STRIKE action in Scottish schools has come a step closer after pay talks stalled.

Teaching unions said ballots for industrial action were now "likely" after the Scottish Government and council umbrella body Cosla refused to improve the latest offer.

Teachers are currently being offered a three per cent pay increase which has been described as "derisory" by unions.

In addition, the Scottish Government is offering an extra £25 million to fund a wider shake-up of pay structures which would mean more money for teachers at the top and bottom end of the scale.

However, teaching unions are campaigning for a ten per cent increase for all staff, arguing pay has been eroded significantly over the past decade.

They also want improvements to salary scales to make teaching more attractive, but argue this should be in addition to a significant increase for all teachers.

A spokesman for the teachers’ side of the negotiations - which includes the Educational Institute of Scotland and the Scottish Secondary Teachers' Association - said: "We are extremely disappointed that both the Scottish Government and Cosla have rejected the proposals put to them by the teachers’ side, which would have kept negotiations going, and have opted instead to end discussions.

"In a week when the Scottish Government found the money to pay upfront a 6.5 per cent offer to Scottish police officers, it now claims to be unable to find any additional money for teachers."

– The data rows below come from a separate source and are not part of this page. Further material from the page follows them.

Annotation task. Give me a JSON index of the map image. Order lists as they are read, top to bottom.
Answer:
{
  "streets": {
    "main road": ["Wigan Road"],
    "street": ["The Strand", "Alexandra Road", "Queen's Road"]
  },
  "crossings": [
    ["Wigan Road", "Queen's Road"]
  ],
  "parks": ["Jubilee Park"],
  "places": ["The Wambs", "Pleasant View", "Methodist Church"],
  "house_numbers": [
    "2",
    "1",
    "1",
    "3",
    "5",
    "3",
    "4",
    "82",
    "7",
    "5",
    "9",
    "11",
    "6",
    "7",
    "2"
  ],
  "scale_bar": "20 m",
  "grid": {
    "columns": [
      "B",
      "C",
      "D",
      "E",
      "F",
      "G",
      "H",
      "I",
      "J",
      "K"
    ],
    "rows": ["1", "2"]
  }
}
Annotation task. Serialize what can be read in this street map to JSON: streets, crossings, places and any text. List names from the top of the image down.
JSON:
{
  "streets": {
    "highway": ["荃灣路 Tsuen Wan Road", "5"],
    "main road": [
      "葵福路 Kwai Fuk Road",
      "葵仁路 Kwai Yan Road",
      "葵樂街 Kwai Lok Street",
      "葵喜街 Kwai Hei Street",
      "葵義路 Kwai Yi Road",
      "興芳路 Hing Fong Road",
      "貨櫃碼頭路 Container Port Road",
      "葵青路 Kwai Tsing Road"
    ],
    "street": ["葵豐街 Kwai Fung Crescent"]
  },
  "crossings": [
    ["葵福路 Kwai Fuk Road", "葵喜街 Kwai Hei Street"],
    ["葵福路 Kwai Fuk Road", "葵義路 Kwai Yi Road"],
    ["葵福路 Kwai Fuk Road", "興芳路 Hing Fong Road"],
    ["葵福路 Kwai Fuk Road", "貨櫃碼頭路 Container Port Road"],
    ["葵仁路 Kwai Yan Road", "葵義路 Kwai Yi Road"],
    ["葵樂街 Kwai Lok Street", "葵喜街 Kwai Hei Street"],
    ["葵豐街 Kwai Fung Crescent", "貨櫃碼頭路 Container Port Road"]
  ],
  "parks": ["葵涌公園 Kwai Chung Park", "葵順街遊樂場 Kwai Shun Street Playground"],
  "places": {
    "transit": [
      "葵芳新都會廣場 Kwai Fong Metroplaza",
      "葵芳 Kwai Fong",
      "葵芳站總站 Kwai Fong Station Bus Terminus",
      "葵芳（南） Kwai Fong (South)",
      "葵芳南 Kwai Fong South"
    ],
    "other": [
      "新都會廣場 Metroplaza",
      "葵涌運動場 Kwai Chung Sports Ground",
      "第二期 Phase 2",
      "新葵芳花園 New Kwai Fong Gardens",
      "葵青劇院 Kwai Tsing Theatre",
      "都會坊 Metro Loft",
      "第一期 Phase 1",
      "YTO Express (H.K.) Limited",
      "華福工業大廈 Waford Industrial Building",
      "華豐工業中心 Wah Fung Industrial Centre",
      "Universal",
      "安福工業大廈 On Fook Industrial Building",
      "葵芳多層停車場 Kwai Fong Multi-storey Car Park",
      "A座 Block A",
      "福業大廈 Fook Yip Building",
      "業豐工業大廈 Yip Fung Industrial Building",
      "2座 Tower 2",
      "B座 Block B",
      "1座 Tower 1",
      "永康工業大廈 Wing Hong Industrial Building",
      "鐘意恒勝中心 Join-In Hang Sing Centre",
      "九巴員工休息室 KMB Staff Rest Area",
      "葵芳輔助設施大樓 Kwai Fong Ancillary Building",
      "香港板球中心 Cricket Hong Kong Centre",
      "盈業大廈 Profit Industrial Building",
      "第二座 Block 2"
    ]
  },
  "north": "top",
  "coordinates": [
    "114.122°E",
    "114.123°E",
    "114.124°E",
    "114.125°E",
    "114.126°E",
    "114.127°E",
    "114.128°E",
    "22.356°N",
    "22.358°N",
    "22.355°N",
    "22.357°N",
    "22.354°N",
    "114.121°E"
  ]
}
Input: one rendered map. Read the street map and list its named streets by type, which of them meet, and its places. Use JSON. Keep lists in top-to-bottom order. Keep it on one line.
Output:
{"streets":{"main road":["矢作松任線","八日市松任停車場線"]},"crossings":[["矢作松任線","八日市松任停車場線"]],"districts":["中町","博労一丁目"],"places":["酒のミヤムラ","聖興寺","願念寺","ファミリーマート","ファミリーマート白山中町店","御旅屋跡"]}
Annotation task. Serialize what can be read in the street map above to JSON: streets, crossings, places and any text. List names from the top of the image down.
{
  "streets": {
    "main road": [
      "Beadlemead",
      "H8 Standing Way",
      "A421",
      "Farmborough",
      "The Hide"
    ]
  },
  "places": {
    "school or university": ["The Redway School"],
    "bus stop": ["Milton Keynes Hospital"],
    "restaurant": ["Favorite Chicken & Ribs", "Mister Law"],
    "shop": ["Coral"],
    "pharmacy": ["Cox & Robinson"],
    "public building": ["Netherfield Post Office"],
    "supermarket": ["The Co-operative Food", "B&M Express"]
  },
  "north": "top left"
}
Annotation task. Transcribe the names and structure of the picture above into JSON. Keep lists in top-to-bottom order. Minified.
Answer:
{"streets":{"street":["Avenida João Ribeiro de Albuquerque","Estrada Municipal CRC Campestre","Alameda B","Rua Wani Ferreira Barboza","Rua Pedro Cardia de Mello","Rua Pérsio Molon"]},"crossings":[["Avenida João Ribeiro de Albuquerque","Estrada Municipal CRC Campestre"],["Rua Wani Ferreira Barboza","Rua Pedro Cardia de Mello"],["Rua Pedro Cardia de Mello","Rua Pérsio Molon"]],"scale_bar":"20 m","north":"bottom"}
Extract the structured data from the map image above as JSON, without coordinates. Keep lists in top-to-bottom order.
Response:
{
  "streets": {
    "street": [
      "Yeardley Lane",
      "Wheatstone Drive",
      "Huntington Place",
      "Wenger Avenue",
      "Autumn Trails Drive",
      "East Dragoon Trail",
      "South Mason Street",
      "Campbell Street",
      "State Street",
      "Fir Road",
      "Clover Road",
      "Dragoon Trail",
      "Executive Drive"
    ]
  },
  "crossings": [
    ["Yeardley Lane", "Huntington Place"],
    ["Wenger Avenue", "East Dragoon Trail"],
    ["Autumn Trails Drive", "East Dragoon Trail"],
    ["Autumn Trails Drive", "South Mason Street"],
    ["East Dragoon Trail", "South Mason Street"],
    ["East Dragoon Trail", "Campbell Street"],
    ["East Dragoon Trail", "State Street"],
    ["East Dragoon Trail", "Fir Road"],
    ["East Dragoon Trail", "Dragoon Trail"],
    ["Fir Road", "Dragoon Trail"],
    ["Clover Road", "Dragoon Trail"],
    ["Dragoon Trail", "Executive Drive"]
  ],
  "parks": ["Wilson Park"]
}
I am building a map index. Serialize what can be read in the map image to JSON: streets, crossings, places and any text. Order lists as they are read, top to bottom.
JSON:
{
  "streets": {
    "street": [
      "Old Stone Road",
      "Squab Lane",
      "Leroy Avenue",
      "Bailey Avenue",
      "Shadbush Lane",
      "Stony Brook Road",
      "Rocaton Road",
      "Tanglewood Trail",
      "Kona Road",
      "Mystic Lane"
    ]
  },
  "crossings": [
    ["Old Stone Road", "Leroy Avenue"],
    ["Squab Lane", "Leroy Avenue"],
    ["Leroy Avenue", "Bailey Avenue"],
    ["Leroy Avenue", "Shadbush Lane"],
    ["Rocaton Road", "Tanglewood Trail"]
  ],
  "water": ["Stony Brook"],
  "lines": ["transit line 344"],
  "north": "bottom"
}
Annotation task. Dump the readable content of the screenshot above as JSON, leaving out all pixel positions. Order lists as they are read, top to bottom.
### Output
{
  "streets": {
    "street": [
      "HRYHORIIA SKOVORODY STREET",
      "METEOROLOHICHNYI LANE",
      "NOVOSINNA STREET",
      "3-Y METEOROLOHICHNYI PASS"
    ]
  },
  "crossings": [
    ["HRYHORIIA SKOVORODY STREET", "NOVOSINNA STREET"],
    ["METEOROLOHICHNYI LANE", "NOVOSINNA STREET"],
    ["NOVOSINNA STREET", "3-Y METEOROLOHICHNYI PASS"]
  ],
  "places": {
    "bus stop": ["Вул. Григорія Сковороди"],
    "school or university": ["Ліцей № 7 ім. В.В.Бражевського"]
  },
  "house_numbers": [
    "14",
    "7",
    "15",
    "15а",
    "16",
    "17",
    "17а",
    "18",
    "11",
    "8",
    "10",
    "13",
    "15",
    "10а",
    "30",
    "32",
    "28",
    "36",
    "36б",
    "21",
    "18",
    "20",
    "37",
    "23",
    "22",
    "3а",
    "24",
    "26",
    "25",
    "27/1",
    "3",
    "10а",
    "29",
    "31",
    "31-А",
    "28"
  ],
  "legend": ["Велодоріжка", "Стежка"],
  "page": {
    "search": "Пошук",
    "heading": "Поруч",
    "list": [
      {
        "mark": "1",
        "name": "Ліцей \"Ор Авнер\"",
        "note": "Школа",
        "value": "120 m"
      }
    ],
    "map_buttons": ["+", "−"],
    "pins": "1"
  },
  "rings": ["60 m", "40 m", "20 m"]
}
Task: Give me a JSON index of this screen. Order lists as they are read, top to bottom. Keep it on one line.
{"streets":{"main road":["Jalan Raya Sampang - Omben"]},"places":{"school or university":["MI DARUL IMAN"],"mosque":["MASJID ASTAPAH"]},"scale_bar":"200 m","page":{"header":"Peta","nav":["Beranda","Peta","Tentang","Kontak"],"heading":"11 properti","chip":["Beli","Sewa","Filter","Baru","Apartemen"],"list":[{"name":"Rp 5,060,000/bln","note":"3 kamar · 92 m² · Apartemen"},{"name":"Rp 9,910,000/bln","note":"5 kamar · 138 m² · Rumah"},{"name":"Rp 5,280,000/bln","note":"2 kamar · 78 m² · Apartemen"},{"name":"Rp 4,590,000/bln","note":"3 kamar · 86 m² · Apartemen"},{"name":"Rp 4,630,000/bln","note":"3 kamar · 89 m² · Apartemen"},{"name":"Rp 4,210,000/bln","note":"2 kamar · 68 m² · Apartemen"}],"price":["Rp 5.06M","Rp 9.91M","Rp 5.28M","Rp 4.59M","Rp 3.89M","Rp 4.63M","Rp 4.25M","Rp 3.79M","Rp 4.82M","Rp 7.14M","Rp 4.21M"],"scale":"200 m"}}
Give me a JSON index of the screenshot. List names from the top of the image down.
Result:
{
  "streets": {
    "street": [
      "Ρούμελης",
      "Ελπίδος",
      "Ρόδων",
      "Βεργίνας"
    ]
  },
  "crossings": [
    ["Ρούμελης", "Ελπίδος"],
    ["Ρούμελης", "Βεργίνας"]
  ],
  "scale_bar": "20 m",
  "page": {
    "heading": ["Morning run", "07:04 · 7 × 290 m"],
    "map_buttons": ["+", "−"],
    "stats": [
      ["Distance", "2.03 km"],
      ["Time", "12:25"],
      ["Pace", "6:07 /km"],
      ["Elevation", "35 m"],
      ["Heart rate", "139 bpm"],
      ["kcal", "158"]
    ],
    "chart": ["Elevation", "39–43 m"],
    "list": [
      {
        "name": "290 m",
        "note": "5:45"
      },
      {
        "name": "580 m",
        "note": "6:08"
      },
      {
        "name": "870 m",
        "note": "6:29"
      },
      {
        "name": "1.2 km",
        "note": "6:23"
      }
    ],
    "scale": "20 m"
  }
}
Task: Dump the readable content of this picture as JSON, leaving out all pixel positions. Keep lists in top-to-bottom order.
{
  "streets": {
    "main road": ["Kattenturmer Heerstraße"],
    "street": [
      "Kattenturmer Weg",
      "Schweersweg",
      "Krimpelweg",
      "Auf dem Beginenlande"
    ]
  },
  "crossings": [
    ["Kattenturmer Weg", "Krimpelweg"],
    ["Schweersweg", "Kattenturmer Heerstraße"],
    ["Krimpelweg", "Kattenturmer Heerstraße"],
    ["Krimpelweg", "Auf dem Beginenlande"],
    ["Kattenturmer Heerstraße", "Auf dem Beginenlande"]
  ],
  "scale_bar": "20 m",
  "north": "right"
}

The statement said teaching unions would now consider the outcome of today’s talks "with member ballots being likely".

The salaries committee of the EIS, which has already unanimously rejected the offer, is set to hold an emergency meeting next week to discuss the consultative ballot of members.

Larry Flanagan, general secretary of the EIS, said: "It is shameful that Scottish ministers have walked away from the negotiating table in this manner.

"The EIS, and other unions, had offered constructive proposals for Government and Cosla to consider, but in rejecting them out of hand, ministers have effectively dismissed the concerns of Scottish teachers.

“The prospect of industrial unrest in Scotland’s schools has moved a significant step closer as a result of the government’s abandonment of talks.”

Gail Macgregor, resources spokesowman for Cosla, said councils had "dug deep" to offer three per cent for the entire local government workforce at a cost of £350m.

She said: "This offer matches or betters other offers in the public sector in Scotland, so to say I’m disappointed that it has been rejected is an understatement.

“The teachers unions claim for 10 per cent a single year cannot be achieved and is entirely unaffordable and they have been told this since the offer was submitted at the start of the year. 

“Balloting for a mandate for industrial action will do no one any good as there is nothing further we can add to the current offer and will only disrupt the education of children."

In a direct message to teachers, Ms Macgregor said the deal was fair because it matched the offer to local authority colleagues such as school administrators, cooks and janitors.

She added: "We see all of you as equally valuable and equally essential to the good order and running of the school and the education of our children and young people. I would urge you to accept the deal on offer.”

John Swinney, the Education Secretary, said the Government had worked with Cosla to put in place the best pay deal possible for 2018/19.

He added: "This includes the Scottish Government contributing an additional £35m for teachers' pay.

"This will result in all teachers on the main grade scale receiving at least a five per cent increase, with some teachers receiving up to 11 per cent one year in conjunction with annual progression.

"The offer matches or betters other offers in the public sector in Scotland, for example 6.5 per cent for police officers over 31 months.

"We firmly believe that it is generous and fair and would encourage teachers to consider it favourably."